The word "text" marks the lines to find; copy every such line from the data below.

>>>

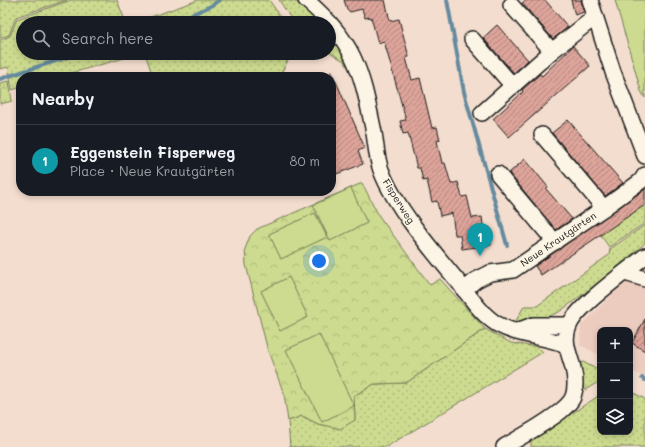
<!DOCTYPE html>
<html lang="en">
<head>
<meta charset="utf-8">
<style>
  body { margin:0; font-family:Mali,sans-serif; background:#20242c; color:#f1f3f6 }
  .controls { position:absolute; right:12px; bottom:12px; display:grid; overflow:hidden; border-radius:8px; box-shadow:0 2px 6px #0003 }
  .controls button { width:36px; height:36px; display:grid; place-items:center; padding:0; border:0; border-bottom:1px solid #363941; background:#171b24; color:#f1f3f6; font:20px sans-serif }
  .you { position:absolute; left:319px; top:261px; width:14px; height:14px; margin:-10px; border:3px solid #fff; border-radius:50%; background:#1a73e8; box-shadow:0 0 0 6px #1a73e833 }
  .badge { display:grid; place-items:center; width:26px; height:26px; border-radius:50%; background:#d93025; color:#fff; font-size:13px; font-weight:700 }
  .pin { position:absolute; translate:-50% -33px; filter:drop-shadow(0 1px 2px #0008) }
  .pin::after { content:''; position:absolute; top:21px; width:14px; height:12px; background:inherit; clip-path:polygon(0 0,100% 0,50% 100%) }
  .list { margin:0; padding:0; list-style:none }
  h2 { display:flex; justify-content:space-between; align-items:center; height:52px; margin:0; padding:0 16px; font-size:17px }
  h2 small { font-size:13px; font-weight:400; color:#9ea1a6 }
  .list li { display:grid; grid-template-columns:26px 1fr auto; gap:12px; align-items:center; box-sizing:border-box; height:72px; padding:0 16px; border-top:1px solid #363941 }
  .list b { display:block; font-size:15px; white-space:nowrap }
  .list p { margin:0; font-size:13px; white-space:nowrap; color:#9ea1a6 }
  .list em { font-size:13px; font-style:normal; color:#9ea1a6 }
  .icon { flex:none; width:22px; height:22px; fill:none; stroke:currentColor; stroke-width:2; stroke-linecap:round; stroke-linejoin:round }
  .map { position:relative; flex:none; width:645px; height:447px; overflow:hidden }
  .search { position:absolute; background:#171b24; box-shadow:0 2px 6px #0003; left:16px; top:16px; width:320px; height:44px; display:flex; align-items:center; gap:10px; box-sizing:border-box; padding:0 14px; border-radius:22px; color:#9ea1a6; font-size:15px }
  .panel { position:absolute; background:#171b24; box-shadow:0 2px 6px #0003; left:16px; top:72px; width:320px; height:124px; border-radius:16px }
  .map>svg:first-child { display:block }
  .built { fill:#ecccbe }
  .grass { fill:url(#grass-dots); stroke:#747c56 }
  .forest { fill:url(#forest-crowns); stroke:#747c56 }
  .wetland { fill:url(#wetland-marsh); stroke:#747c56 }
  .pitch { fill:#ccdb8f; stroke:#747c56 }
  .lines { fill:none; stroke-linecap:round; stroke-linejoin:round }
  .stream { stroke:#658a9f; stroke-width:4 }
  .building { fill:url(#building-hatch); stroke:#1c1c1c }
  .minor-casing { stroke:#1c1c1c; stroke-width:18 }
  .minor { stroke:#fcf5e5; stroke-width:15 }
  .labels { text-anchor:middle; dominant-baseline:central; stroke-width:3; stroke-linejoin:round; paint-order:stroke }
  .street-label { font-size:10px; fill:#1c1c1c; stroke:#fcf5e5 }
</style>
</head>
<body>
<div class="map">
<svg width="645" height="447" viewBox="0 0 645 447">
  <defs>
    <pattern id="grass-dots" width="8" height="8" patternUnits="userSpaceOnUse"><rect width="8" height="8" fill="#ccdb8f"/><path d="M2 2h.1M6 6h.1" fill="none" stroke="#afbb7b" stroke-width="1.8" stroke-linecap="round"/></pattern>
    <pattern id="forest-crowns" width="20" height="18" patternUnits="userSpaceOnUse"><rect width="20" height="18" fill="#ccdb8f"/><path d="M2 6a3 3 0 1 1 6 0M12 15a3 3 0 1 1 6 0" fill="none" stroke="#afbb7b"/></pattern>
    <pattern id="wetland-marsh" width="20" height="14" patternUnits="userSpaceOnUse"><rect width="20" height="14" fill="#ccdb8f"/><path d="M1 5h8M5 5V1M11 12h8M15 12V8" fill="none" stroke="#afbb7b"/></pattern>
    <pattern id="building-hatch" width="6" height="6" patternUnits="userSpaceOnUse"><rect width="6" height="6" fill="#dda49a"/><path d="M-1 1l2-2M0 6l6-6M5 7l2-2" fill="none" stroke="#b2857d"/></pattern>
  </defs>
  <rect width="100%" height="100%" fill="#f3ddce"/>
  <filter id="ink" filterUnits="userSpaceOnUse"><feTurbulence type="fractalNoise" baseFrequency=".025" numOctaves="2"/><feDisplacementMap in="SourceGraphic" scale="8" xChannelSelector="R" yChannelSelector="G"/><feConvolveMatrix kernelMatrix="1 2 1 2 8 2 1 2 1" color-interpolation-filters="sRGB"/></filter>
  <g filter="url(#ink)">
    <polygon class="built" points="645,261 645,378 630,370 630,330 600,330 600,355 580,345 581,326"/>
    <g class="grass">
      <polygon points="0,0 67,0 16,17 9,35 0,38"/>
      <polygon points="71,0 117,0 126,23 23,23 23,53 142,53 57,77 21,77 21,87 12,90 8,67 0,69 0,40 10,36 17,19"/>
      <polygon points="198,0 269,0 285,23 134,23"/>
      <path d="M279,0C302,0 307,8 323,23H294Z"/>
      <polygon points="329,30 352,68 349,69 344,61 329,52"/>
      <polygon points="145,53 292,53 279,77 153,77"/>
      <polygon points="645,203 645,223 609,247 600,234"/>
      <polygon points="645,225 645,243 609,275 559,312 543,319 527,322 516,321 524,306 537,306 609,255 610,249"/>
      <polygon points="485,329 511,343 538,347 543,352 386,447 290,447 288,421 302,416 318,424 355,420 354,396 374,384 406,383"/>
      <polygon points="583,362 600,371 600,381 585,390 583,388 579,363"/>
      <polygon points="630,391 645,399 645,447 531,447 531,440 600,395 600,432 630,432"/>
    </g>
    <polygon class="forest" points="362,183 379,216 430,285 440,279 485,329 406,383 374,384 354,396 355,420 340,429 318,424 302,416 288,421 284,394 268,351 246,265 245,249 250,236 257,229"/>
    <polygon class="wetland" points="9,81 12,101 0,104 0,83"/>
    <g class="pitch">
      <polygon points="615,0 645,0 645,98 641,91"/>
      <polygon points="351,188 367,223 330,241 313,205"/>
      <polygon points="315,213 327,237 281,259 269,234"/>
      <polygon points="289,277 308,317 280,331 261,291"/>
      <polygon points="319,334 354,406 322,422 286,350"/>
    </g>
    <g class="lines">
      <g class="stream">
        <polyline points="447,0 464,92 507,245"/>
        <polyline points="172,23 211,6 220,0"/>
        <polyline points="0,79 80,53"/>
        <polyline points="642,378 645,380"/>
      </g>
    </g>
    <g class="building">
      <polygon points="344,0 385,0 390,21 399,19 409,57 406,58 412,80 420,78 432,128 437,127 440,140 437,141 442,163 445,163 451,184 458,182 462,197 467,196 472,218 482,217 484,232 489,231 491,245 462,249 460,235 455,235 452,213 440,216 437,201 432,202 427,180 423,181 420,168 417,168 408,133 403,134 400,121 406,120 384,41 378,43 371,17 365,18 362,9 350,12 347,9"/>
      <polygon points="526,0 545,0 568,27 553,39 522,3"/>
      <polygon points="571,0 581,0 584,12 575,15"/>
      <polygon points="497,25 528,60 514,73 483,38"/>
      <polygon points="573,46 590,66 509,137 493,119 523,92 522,90 540,74 542,76"/>
      <polygon points="331,70 365,148 358,151 363,164 331,176"/>
      <polygon points="568,120 623,183 605,196 552,133"/>
      <polygon points="525,159 548,187 546,189 572,219 556,230 509,173"/>
      <polygon points="645,189 645,205 541,275 535,266"/>
      <polygon points="645,319 645,351 632,343"/>
    </g>
    <g class="lines">
      <g class="minor-casing">
        <g id="minor">
          <path d="M306,0C354,41 361,69 373,128C376,141 376,157 381,170C394,206 435,254 460,284C471,298 482,315 497,324C518,336 544,336 566,345"/>
          <polyline points="590,0 613,72 645,156"/>
          <polyline points="511,5 552,51"/>
          <polyline points="472,39 513,86"/>
          <polyline points="482,113 552,51 595,17"/>
          <polyline points="542,135 604,208"/>
          <polyline points="498,174 555,242"/>
          <polyline points="625,273 645,279"/>
          <polyline points="464,290 476,280 490,273 513,270 604,208 641,181 645,175"/>
          <polyline points="517,331 533,325 569,325"/>
          <path d="M504,447C520,437 567,413 573,397C577,386 575,375 572,364C568,351 563,339 569,326C576,307 627,271 645,256"/>
        </g>
      </g>
      <use href="#minor" class="minor"/>
    </g>
  </g>
  <g class="labels">
    <g class="street-label">
      <text transform="translate(399 201) rotate(58)">Fisperweg</text>
      <text transform="translate(558 239) rotate(-34)">Neue Krautgärten</text>
    </g>
  </g>
</svg>
<div class="controls">
<button>+</button>
<button>−</button>
<button><svg class="icon" aria-label="layers" viewBox="0 0 24 24"><path d="M12 4l9 5-9 5-9-5zM3 14l9 5 9-5"/></svg></button>
</div>
<div class="you"></div>
<div class="pin badge" style="left:480px;top:256px;background:#0f9aa8">1</div>
<div class="search"><svg class="icon" aria-label="search" viewBox="0 0 24 24"><circle cx="10" cy="10" r="6"/><path d="M15 15l6 6"/></svg>Search here</div>
<section class="panel">
<h2>Nearby<small></small></h2>
<ul class="list">
<li><span class="badge" style="background:#0f9aa8">1</span><div><b>Eggenstein Fisperweg</b><p>Place · Neue Krautgärten</p></div><em>80 m</em></li>
</ul>
</section>
</div>
</body>
</html>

<<<

### WRITTEN RESPONSE:
  .labels { text-anchor:middle; dominant-baseline:central; stroke-width:3; stroke-linejoin:round; paint-order:stroke }
      <text transform="translate(399 201) rotate(58)">Fisperweg</text>
      <text transform="translate(558 239) rotate(-34)">Neue Krautgärten</text>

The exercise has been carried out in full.